# Activity
Only one stretch of the data below should be repeated: the lines from the line containing "1l3.5 6h-7zM16 11l3.5" through the line containing "M401 495 428 484", inclusive, exactly as they are.

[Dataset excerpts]
☆ ☆ ☆ ☆

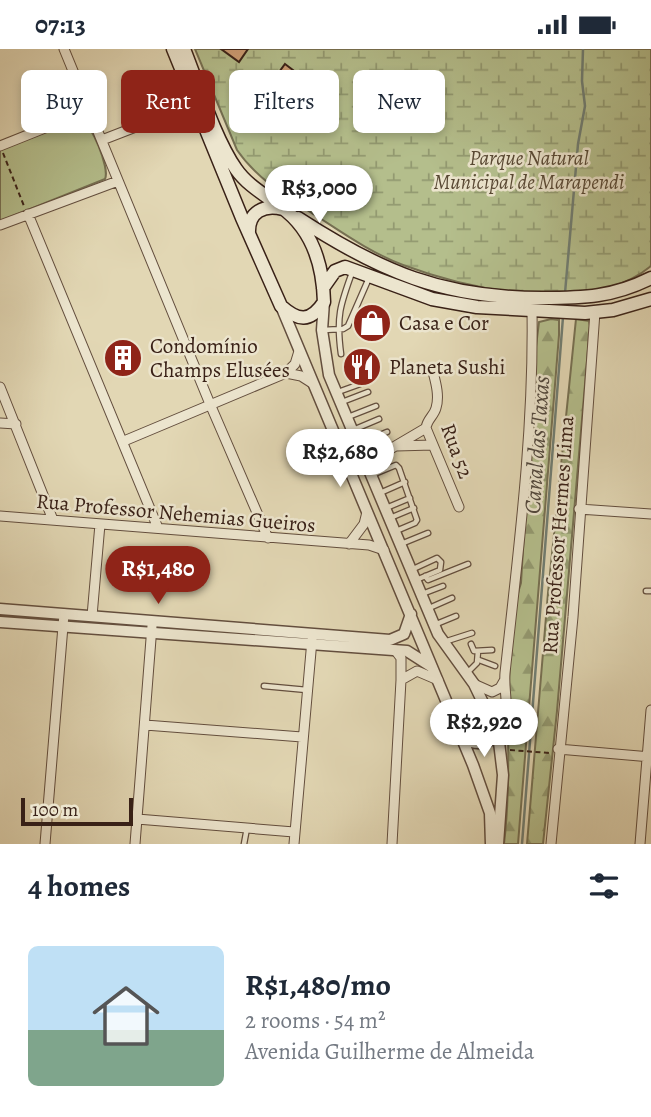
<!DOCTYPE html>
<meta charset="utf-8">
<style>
:root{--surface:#fff;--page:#f6f6f7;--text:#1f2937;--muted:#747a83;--accent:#8f2418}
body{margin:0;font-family:Alegreya,serif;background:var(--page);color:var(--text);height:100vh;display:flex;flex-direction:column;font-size:26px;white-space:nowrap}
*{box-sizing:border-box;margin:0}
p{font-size:23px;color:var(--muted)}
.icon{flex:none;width:38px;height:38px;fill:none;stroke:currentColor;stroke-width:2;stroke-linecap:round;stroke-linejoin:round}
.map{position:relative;height:795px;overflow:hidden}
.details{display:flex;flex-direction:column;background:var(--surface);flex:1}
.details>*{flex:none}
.hud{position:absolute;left:21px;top:21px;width:609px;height:63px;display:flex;gap:14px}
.scale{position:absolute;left:21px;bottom:18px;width:112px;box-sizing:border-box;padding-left:7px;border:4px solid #392117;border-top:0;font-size:19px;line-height:24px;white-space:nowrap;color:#392117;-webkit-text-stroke:5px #ece5ce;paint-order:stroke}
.price{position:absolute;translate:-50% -60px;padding:0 16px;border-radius:24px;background:#fff;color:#222;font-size:23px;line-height:46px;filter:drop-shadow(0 2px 4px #0008)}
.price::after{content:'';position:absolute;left:50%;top:42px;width:21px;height:16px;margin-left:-10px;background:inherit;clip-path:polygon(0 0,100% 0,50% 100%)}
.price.on{background:var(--accent);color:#fff}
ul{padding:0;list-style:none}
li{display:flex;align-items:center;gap:21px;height:175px;padding:0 28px}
li span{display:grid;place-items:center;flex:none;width:196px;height:140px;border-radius:10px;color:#555}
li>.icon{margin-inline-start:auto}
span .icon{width:84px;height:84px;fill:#fffc;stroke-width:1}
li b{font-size:30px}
h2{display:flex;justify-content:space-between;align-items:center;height:84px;padding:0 28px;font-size:30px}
.pill{padding:0 24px;border-radius:10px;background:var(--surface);box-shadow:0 4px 10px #0003;font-size:24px;line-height:63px}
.pill.on{background:var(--accent);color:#fff}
.status{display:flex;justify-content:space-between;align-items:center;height:49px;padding:0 35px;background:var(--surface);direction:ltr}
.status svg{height:19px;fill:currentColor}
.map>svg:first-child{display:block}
.forest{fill:url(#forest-firs);stroke:#767052;stroke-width:2}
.wetland{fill:url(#wetland-marsh);stroke:#767052;stroke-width:2}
.park{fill:#b4be8c;stroke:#767052;stroke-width:2}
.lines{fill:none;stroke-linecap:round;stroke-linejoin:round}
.stream{stroke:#707d72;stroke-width:2.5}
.building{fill:#ce9e75;stroke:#392117;stroke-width:2}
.service-casing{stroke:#634e3e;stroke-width:7}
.minor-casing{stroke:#634e3e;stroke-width:11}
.tertiary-casing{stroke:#634e3e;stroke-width:13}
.secondary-casing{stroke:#392117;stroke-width:15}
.path{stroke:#392117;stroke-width:2;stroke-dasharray:5 3.5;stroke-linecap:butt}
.service{stroke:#ece5ce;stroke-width:4.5}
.minor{stroke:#ece5ce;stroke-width:9}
.tertiary{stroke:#ece5ce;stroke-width:10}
.secondary{stroke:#ece5ce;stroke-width:12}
.labels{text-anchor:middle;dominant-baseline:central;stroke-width:5;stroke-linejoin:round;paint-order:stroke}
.park-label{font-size:21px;font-style:italic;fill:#584834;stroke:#ece5ce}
.poi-label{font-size:21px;fill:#392117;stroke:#ece5ce;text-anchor:start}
.street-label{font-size:21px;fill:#392117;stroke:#ece5ce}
.water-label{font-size:23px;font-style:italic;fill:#50473d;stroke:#ece5ce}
</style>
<div class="status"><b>07:13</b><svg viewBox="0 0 49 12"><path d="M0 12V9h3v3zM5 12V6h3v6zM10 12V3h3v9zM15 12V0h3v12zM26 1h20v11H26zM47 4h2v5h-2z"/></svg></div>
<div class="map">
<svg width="651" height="795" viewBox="0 0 651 795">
<defs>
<pattern id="forest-firs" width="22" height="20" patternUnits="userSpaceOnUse" patternTransform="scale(1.75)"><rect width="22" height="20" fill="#b4be8c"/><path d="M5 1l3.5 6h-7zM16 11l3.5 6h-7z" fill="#939a71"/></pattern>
<pattern id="wetland-marsh" width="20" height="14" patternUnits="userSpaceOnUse" patternTransform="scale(1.75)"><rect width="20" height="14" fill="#b4be8c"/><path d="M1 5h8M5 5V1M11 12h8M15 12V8" fill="none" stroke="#939a71"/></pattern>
</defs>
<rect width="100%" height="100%" fill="#e2d7b4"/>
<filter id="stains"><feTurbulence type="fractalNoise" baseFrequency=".00286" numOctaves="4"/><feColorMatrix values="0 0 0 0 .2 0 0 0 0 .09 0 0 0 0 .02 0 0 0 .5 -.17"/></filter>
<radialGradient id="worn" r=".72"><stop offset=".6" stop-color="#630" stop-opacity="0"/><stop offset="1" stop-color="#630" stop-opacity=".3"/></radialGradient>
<path class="forest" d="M551 270 559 271V286L518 795H504C512 730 505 664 511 599 513 576 514 555 521 534L534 314 539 273Z
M576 270 589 272 590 277 557 662 543 795H527L548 544Z"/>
<path class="wetland" d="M195 0H651V217C591 267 470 241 403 216 371 204 343 184 315 166 286 147 257 130 237 101Z"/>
<path class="park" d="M80 69C91 73 110 119 105 130L0 172V101Z"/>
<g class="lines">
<path class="stream" d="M565 244 578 95 585 57 582 32 583 0
M522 795 563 268"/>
</g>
<path class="building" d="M221 0H248L239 13Z
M285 15 310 34 292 59 266 41Z
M131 296 138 310H136L138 313 115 323 108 315V305Z"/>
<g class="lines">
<defs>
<path id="service" d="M323 281 343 280 348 277 369 229
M341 305C336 268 340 256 353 221
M338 343 363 334
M342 353 368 343
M348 368 376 357
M353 381 379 370
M359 395 387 383
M372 426 396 416 399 419 417 471 415 474 396 482
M380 444 405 433
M386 459 410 449
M390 469 414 459
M401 495 428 484
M411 521 437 509 441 513 440 521 416 531
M425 527 428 531 468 515
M646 542H651
M422 545 443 537
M427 560 452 549
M434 576 456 567
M444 593 472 584
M471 595 474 602 492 601
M479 611 495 617
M467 624 477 614 478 602
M264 637 307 641
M244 795 247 779"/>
<path id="minor" d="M64 0 210 355 268 489
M102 91 195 55
M0 97 90 61
M28 165 158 479
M0 176 118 132
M432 319C435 331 440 346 436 359 434 367 427 370 426 379L459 458
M286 324 301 327 312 334
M0 338 53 471
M0 374 16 375
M124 392 286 324 295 315 299 302
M396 397 433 396
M370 422 375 409 426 379
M579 460 651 465
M0 467 369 496 384 501
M349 495 364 475 367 463
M92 567 100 475
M401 631 417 622 438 631
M474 635 492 643 500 639 504 632
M145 676 302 688
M498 685C513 667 503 645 505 624 518 504 534 383 532 262
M558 700 651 708
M137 770 294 783
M45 795 64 565
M135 795 152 577
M294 795 312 591
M392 795 401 631V609L395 601
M551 795 573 568 595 263
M640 795 651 661"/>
<path id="tertiary" d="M324 253 322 281 329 326 438 585 474 635 498 685 503 726 498 795
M281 257 473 716 490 764 491 795
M0 560 390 591 404 585 411 565
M0 573 407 602 432 618
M462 689C475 696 487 697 498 685"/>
<path id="secondary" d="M173 0 242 169 281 257C298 272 310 274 324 253 323 216 312 180 281 158 265 146 247 136 236 120 215 90 198 35 184 0
M298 169C381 223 443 249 542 249 584 249 613 248 651 229
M249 184C248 163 264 155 283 160
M323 239 335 222 345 218 432 250 477 258 585 264 613 261 651 250"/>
</defs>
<use href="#service" class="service-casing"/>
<use href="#minor" class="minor-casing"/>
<use href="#tertiary" class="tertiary-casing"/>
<use href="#secondary" class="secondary-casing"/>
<path class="path" d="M204 23 210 37
M3 104 24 157
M510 701 550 704"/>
<use href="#service" class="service"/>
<use href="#minor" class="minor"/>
<use href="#tertiary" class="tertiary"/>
<use href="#secondary" class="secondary"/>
</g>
<defs>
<symbol id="shop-disc" viewBox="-11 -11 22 22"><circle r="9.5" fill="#8f2418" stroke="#ece5ce"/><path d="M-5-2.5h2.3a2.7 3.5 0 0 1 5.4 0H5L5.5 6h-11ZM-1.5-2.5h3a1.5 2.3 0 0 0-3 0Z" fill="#fff"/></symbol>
<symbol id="building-disc" viewBox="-11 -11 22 22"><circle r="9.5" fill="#8f2418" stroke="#ece5ce"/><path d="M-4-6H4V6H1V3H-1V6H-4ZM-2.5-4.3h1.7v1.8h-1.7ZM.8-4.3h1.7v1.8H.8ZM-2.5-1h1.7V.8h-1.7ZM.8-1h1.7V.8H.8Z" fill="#fff"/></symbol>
<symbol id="restaurant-disc" viewBox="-11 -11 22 22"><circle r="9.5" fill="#8f2418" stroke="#ece5ce"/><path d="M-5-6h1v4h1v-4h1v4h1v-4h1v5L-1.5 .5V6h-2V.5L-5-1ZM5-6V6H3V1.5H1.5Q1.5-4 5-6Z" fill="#fff"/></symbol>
</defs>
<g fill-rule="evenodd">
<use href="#shop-disc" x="350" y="252" width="44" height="44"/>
<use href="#building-disc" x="101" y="287" width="44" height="44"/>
<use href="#restaurant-disc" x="340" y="296" width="44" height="44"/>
</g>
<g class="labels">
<g class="park-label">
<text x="529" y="109">Parque Natural<tspan x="529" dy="24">Municipal de Marapendi</tspan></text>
</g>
<g class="poi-label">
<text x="399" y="274">Casa e Cor</text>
<text x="150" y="297">Condomínio<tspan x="150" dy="24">Champs Elusées</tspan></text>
<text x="389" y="318">Planeta Sushi</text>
</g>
<g class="street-label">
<text transform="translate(457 402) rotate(70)">Rua 52</text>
<text transform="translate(176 464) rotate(5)">Rua Professor Nehemias Gueiros</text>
<text transform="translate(558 486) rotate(-86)">Rua Professor Hermes Lima</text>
</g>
<g class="water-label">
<text transform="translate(537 396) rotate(-86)">Canal das Taxas</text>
</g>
</g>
<rect width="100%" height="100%" filter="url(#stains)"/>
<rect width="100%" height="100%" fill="url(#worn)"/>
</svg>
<div class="scale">100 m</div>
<b class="price" style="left:319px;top:176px">R$3,000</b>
<b class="price" style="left:340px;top:440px">R$2,680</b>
<b class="price on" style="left:158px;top:557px">R$1,480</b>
<b class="price" style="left:484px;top:710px">R$2,920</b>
<div class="hud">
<a class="pill">Buy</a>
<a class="pill on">Rent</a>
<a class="pill">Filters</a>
<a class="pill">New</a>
</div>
</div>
<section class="details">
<h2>4 homes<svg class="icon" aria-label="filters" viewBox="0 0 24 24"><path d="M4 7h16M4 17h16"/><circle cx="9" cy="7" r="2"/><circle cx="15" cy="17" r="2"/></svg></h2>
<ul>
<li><span style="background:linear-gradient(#bfe0f5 60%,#7fa58c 0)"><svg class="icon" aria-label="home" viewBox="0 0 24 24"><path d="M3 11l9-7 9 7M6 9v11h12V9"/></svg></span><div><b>R$1,480/mo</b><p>2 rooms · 54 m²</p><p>Avenida Guilherme de Almeida</p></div></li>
</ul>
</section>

☆ ☆ ☆ ☆

# Final answer
<pattern id="forest-firs" width="22" height="20" patternUnits="userSpaceOnUse" patternTransform="scale(1.75)"><rect width="22" height="20" fill="#b4be8c"/><path d="M5 1l3.5 6h-7zM16 11l3.5 6h-7z" fill="#939a71"/></pattern>
<pattern id="wetland-marsh" width="20" height="14" patternUnits="userSpaceOnUse" patternTransform="scale(1.75)"><rect width="20" height="14" fill="#b4be8c"/><path d="M1 5h8M5 5V1M11 12h8M15 12V8" fill="none" stroke="#939a71"/></pattern>
</defs>
<rect width="100%" height="100%" fill="#e2d7b4"/>
<filter id="stains"><feTurbulence type="fractalNoise" baseFrequency=".00286" numOctaves="4"/><feColorMatrix values="0 0 0 0 .2 0 0 0 0 .09 0 0 0 0 .02 0 0 0 .5 -.17"/></filter>
<radialGradient id="worn" r=".72"><stop offset=".6" stop-color="#630" stop-opacity="0"/><stop offset="1" stop-color="#630" stop-opacity=".3"/></radialGradient>
<path class="forest" d="M551 270 559 271V286L518 795H504C512 730 505 664 511 599 513 576 514 555 521 534L534 314 539 273Z
M576 270 589 272 590 277 557 662 543 795H527L548 544Z"/>
<path class="wetland" d="M195 0H651V217C591 267 470 241 403 216 371 204 343 184 315 166 286 147 257 130 237 101Z"/>
<path class="park" d="M80 69C91 73 110 119 105 130L0 172V101Z"/>
<g class="lines">
<path class="stream" d="M565 244 578 95 585 57 582 32 583 0
M522 795 563 268"/>
</g>
<path class="building" d="M221 0H248L239 13Z
M285 15 310 34 292 59 266 41Z
M131 296 138 310H136L138 313 115 323 108 315V305Z"/>
<g class="lines">
<defs>
<path id="service" d="M323 281 343 280 348 277 369 229
M341 305C336 268 340 256 353 221
M338 343 363 334
M342 353 368 343
M348 368 376 357
M353 381 379 370
M359 395 387 383
M372 426 396 416 399 419 417 471 415 474 396 482
M380 444 405 433
M386 459 410 449
M390 469 414 459
M401 495 428 484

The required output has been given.